### REQUIRED WORK
Only the lines with "roads" in the entries below belong in the answer; please copy them.

**********

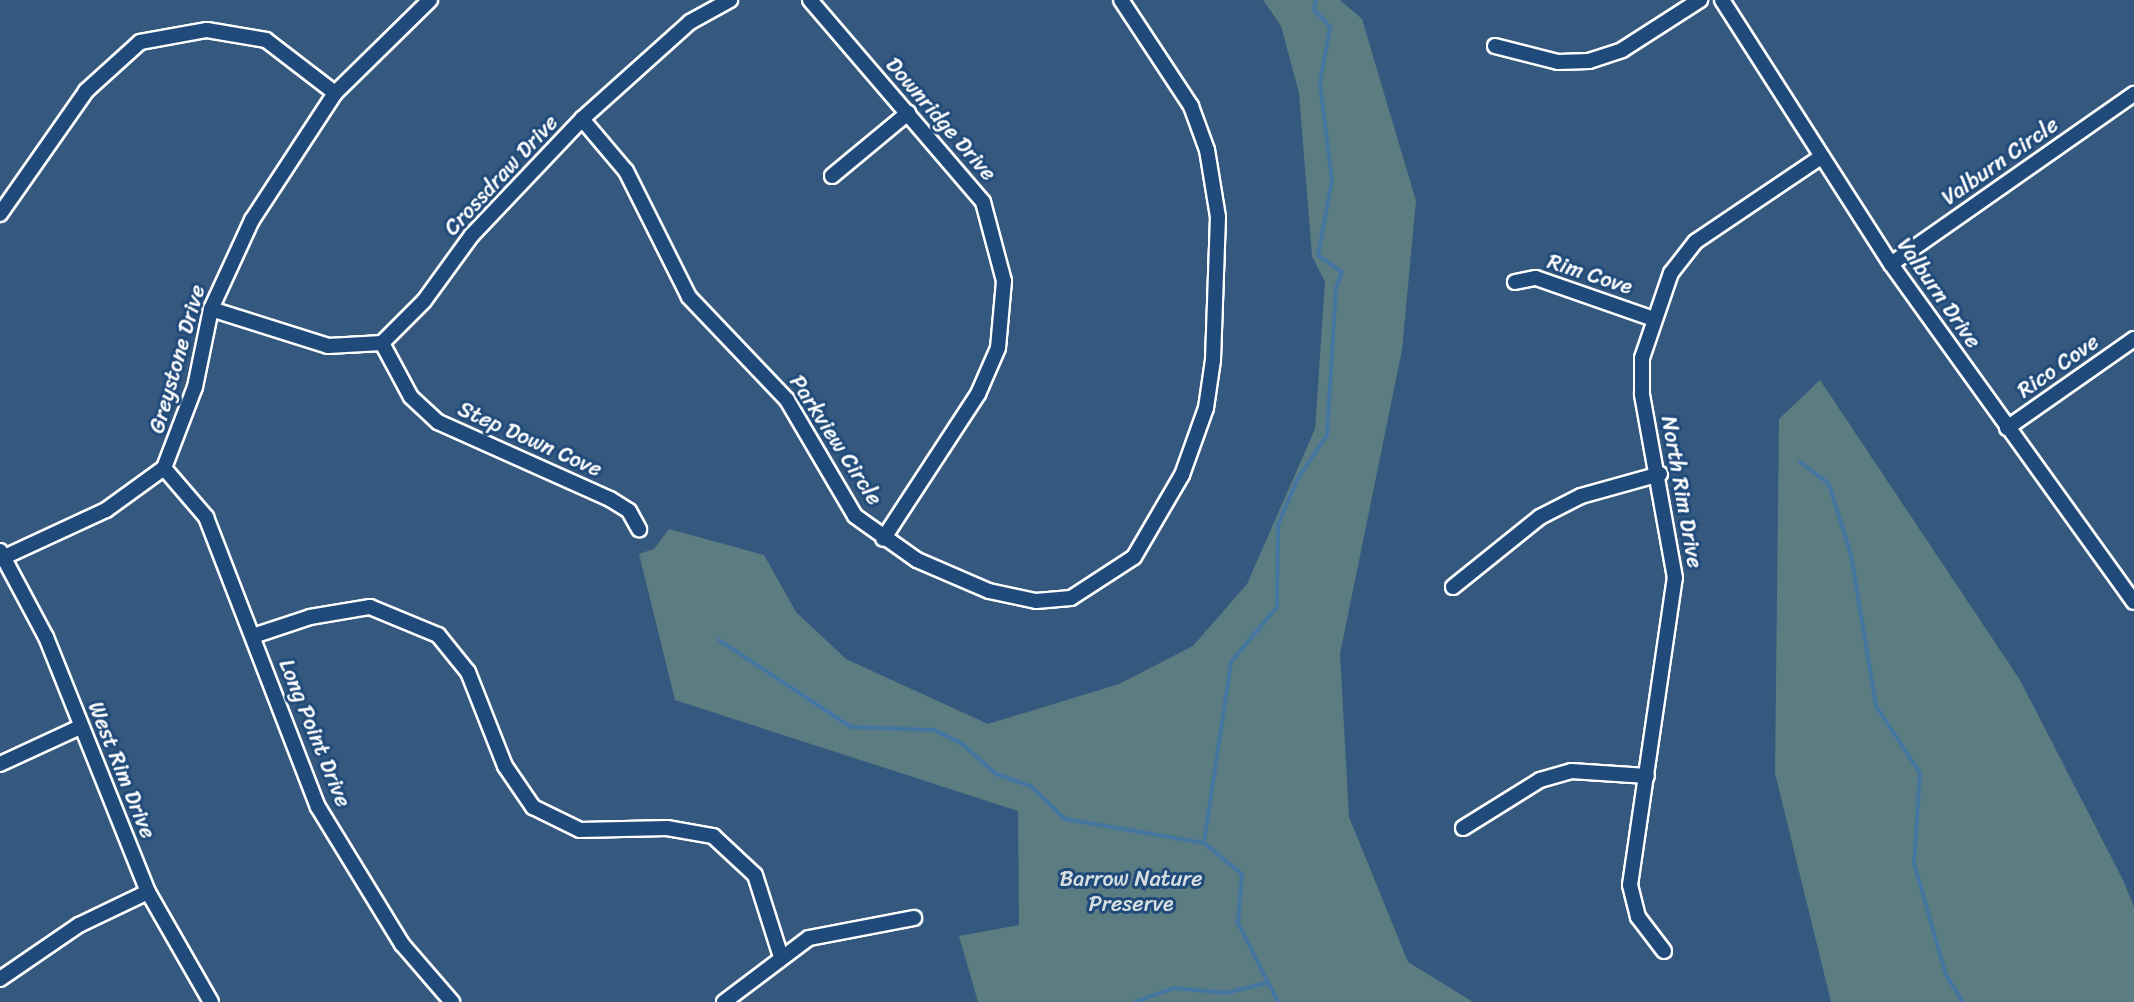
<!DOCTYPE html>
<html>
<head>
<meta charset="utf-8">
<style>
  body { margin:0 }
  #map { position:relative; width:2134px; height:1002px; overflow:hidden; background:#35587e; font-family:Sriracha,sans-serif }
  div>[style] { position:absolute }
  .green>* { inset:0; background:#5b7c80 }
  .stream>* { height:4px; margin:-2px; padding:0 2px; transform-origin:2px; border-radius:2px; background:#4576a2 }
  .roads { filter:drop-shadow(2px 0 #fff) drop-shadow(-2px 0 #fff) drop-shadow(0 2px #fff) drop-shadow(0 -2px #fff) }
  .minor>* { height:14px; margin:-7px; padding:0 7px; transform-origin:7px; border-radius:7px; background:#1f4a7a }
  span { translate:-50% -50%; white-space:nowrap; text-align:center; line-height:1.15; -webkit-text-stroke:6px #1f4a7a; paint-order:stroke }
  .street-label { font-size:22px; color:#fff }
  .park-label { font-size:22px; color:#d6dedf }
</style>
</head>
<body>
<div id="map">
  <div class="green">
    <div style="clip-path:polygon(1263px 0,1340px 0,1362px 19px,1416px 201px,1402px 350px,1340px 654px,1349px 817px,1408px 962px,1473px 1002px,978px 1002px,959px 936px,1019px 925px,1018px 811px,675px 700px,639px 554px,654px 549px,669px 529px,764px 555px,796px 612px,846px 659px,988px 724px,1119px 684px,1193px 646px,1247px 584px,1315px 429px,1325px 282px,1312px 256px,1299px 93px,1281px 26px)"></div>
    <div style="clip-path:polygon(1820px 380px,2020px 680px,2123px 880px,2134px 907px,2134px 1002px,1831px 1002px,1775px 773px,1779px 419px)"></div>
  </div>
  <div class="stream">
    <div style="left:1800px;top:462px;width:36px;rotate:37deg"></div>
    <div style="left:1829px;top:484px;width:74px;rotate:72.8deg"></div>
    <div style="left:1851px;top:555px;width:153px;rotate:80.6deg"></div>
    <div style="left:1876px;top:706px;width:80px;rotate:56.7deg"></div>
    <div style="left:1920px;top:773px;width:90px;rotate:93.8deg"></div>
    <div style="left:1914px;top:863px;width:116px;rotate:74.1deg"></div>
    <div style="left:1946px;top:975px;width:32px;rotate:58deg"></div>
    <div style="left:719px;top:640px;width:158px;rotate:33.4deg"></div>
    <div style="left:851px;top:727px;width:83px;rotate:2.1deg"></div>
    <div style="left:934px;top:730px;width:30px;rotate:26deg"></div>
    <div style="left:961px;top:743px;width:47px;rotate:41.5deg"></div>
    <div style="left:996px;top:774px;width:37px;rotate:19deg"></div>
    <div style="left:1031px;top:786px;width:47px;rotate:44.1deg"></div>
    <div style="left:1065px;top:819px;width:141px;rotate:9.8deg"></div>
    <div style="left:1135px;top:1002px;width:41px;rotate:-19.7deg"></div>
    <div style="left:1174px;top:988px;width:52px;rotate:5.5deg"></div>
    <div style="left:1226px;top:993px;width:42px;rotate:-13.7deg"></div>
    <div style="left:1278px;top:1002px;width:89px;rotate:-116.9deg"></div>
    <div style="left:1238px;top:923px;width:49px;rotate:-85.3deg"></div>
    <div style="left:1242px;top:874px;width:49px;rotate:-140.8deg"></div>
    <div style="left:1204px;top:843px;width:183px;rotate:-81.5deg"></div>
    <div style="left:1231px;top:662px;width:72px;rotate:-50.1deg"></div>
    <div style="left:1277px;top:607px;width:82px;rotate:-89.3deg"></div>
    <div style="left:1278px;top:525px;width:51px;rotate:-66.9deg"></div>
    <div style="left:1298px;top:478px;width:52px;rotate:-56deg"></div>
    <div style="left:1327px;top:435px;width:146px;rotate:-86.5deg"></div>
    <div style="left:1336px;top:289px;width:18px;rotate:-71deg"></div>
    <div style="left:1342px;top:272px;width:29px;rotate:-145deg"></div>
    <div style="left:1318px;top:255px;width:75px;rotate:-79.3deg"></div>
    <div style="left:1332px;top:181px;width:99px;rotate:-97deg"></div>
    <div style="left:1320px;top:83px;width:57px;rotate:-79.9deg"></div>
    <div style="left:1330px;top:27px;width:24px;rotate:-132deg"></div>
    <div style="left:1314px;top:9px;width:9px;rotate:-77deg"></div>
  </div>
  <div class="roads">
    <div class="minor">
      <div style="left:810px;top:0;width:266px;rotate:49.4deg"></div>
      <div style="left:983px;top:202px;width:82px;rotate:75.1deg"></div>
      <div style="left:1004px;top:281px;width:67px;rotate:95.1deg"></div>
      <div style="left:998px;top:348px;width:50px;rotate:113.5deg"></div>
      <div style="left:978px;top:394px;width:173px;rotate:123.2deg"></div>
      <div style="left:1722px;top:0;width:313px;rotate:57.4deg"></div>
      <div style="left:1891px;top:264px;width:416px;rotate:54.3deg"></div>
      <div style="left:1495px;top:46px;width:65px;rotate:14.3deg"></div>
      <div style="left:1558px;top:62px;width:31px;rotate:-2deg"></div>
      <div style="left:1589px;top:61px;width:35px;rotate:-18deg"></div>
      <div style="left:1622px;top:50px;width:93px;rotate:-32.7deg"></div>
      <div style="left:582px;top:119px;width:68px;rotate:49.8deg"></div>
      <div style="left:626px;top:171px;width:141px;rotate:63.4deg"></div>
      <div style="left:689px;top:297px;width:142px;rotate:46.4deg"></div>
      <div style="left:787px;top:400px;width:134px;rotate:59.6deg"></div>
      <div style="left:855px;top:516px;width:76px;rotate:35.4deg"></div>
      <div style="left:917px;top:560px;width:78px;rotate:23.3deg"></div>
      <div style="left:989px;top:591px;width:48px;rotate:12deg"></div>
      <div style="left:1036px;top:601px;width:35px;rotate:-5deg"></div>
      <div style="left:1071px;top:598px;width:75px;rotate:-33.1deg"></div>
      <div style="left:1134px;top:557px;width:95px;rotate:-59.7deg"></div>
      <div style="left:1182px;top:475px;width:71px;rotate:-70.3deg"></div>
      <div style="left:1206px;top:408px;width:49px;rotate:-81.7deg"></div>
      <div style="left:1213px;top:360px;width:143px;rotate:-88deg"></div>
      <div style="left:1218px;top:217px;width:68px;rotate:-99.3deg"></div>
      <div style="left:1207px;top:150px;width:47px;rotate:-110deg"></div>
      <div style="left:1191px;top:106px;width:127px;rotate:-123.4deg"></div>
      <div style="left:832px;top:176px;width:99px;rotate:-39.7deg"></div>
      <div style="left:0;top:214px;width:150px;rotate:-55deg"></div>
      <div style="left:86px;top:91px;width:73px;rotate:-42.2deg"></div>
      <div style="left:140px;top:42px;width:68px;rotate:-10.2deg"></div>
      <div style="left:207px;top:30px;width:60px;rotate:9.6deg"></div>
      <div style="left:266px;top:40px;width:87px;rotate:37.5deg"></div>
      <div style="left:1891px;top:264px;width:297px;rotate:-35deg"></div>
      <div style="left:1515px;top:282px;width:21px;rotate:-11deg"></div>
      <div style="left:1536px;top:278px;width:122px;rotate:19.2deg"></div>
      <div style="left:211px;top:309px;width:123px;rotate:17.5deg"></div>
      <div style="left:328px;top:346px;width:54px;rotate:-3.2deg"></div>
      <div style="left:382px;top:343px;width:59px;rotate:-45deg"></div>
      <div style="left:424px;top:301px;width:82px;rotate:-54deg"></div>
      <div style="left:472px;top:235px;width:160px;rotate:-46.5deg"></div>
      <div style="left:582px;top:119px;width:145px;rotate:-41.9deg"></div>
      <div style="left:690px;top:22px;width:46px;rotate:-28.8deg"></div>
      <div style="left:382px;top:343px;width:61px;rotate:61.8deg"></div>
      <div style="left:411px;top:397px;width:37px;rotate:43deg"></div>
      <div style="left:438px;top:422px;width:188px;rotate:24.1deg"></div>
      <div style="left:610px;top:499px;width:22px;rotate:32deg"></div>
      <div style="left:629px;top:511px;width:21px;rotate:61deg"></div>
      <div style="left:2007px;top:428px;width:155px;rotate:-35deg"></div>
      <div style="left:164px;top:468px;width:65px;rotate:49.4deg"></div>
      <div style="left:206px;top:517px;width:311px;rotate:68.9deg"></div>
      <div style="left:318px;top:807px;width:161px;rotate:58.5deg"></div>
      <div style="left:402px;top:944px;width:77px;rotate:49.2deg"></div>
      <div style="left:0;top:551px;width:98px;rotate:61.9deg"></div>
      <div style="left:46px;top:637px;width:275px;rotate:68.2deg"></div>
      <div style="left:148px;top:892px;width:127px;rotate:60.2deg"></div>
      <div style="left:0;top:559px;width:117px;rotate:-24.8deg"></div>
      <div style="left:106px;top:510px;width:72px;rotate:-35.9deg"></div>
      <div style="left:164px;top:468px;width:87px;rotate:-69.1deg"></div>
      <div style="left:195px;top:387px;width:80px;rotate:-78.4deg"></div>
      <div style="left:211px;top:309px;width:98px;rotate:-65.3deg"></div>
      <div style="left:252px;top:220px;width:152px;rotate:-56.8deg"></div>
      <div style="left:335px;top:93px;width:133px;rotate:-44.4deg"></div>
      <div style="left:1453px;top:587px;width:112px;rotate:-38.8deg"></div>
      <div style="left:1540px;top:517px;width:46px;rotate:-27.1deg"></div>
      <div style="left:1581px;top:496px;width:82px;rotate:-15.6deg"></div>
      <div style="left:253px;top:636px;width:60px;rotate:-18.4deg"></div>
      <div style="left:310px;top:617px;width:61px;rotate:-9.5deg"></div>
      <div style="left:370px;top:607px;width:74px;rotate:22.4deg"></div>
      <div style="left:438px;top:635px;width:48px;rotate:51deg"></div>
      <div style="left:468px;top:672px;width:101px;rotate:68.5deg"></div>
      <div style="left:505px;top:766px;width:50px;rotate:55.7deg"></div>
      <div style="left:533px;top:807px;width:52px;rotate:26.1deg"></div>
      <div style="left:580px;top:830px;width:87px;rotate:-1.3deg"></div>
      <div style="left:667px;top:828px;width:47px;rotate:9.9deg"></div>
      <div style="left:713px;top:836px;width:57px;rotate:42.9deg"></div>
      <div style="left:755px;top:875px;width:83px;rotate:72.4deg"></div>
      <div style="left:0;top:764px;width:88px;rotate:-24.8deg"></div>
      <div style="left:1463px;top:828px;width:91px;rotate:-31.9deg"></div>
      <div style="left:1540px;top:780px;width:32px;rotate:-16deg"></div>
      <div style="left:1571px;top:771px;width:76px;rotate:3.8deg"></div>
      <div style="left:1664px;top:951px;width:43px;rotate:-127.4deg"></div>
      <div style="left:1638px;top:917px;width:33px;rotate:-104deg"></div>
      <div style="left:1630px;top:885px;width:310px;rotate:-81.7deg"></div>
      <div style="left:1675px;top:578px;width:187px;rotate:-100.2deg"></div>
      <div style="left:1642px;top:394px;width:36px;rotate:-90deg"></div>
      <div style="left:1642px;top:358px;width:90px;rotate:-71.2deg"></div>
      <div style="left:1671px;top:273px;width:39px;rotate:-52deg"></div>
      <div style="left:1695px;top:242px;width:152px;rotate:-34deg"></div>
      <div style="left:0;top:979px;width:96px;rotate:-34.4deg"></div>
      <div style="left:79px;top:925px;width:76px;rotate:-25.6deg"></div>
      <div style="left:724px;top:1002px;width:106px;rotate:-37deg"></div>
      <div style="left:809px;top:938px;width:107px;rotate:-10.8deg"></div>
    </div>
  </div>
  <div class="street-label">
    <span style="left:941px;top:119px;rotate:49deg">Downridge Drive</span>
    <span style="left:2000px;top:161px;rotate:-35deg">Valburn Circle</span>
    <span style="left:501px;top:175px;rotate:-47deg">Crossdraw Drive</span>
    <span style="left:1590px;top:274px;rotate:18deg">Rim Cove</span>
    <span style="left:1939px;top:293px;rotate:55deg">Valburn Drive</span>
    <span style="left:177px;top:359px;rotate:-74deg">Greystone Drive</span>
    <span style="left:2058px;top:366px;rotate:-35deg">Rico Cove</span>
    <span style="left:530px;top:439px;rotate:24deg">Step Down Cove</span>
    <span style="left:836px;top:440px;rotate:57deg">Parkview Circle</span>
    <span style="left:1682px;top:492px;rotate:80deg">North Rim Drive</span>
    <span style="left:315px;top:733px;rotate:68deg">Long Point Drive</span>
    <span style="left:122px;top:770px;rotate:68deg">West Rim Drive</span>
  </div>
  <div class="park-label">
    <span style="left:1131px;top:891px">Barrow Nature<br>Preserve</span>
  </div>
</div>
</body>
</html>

**********

### TASK OUTPUT
  .roads { filter:drop-shadow(2px 0 #fff) drop-shadow(-2px 0 #fff) drop-shadow(0 2px #fff) drop-shadow(0 -2px #fff) }
  <div class="roads">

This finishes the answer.